Stored data
+ + + +
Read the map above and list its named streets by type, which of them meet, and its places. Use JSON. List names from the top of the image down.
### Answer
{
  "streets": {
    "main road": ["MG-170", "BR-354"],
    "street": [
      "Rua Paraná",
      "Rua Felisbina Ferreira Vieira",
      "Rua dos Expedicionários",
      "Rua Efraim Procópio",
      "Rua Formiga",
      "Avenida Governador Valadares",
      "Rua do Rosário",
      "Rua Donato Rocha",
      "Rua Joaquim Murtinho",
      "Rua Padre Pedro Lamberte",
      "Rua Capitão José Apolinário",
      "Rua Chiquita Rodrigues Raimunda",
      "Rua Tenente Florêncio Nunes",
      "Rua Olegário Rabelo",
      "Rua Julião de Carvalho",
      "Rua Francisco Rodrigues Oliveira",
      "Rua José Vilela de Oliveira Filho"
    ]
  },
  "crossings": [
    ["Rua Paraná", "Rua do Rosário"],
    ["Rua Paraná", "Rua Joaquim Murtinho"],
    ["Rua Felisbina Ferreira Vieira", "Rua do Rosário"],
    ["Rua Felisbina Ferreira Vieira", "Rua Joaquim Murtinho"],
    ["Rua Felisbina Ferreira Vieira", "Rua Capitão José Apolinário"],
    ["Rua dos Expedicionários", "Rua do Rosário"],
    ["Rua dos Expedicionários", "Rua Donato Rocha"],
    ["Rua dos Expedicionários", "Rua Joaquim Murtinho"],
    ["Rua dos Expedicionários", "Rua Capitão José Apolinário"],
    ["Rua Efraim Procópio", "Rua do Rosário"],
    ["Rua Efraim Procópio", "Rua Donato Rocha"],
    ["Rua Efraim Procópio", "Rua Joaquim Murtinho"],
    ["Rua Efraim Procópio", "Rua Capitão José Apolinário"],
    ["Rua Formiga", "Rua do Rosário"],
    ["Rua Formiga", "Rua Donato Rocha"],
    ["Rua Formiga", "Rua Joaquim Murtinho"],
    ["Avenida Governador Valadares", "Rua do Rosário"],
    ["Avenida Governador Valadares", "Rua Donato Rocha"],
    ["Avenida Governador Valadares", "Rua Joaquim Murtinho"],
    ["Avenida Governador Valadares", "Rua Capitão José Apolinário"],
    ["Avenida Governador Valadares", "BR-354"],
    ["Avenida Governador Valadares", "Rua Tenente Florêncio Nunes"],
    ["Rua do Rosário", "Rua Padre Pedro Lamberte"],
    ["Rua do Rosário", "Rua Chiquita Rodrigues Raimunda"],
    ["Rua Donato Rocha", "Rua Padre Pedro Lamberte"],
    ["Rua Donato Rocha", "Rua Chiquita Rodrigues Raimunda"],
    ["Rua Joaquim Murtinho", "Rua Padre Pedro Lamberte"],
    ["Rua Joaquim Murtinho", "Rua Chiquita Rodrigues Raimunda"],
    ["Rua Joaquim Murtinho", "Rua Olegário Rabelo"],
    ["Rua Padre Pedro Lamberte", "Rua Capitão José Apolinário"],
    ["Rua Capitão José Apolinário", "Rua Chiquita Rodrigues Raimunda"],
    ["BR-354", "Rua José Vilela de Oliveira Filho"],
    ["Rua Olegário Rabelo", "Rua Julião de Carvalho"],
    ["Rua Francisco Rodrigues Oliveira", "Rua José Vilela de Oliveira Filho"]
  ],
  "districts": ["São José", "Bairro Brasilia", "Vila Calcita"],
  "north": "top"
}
+ + + +
Filter the data above down to lines with the word "streets", and copy them.

Read the map above and list its named streets by type, which of them meet, and its places. Use JSON. List names from the top of the image down.
  "streets": {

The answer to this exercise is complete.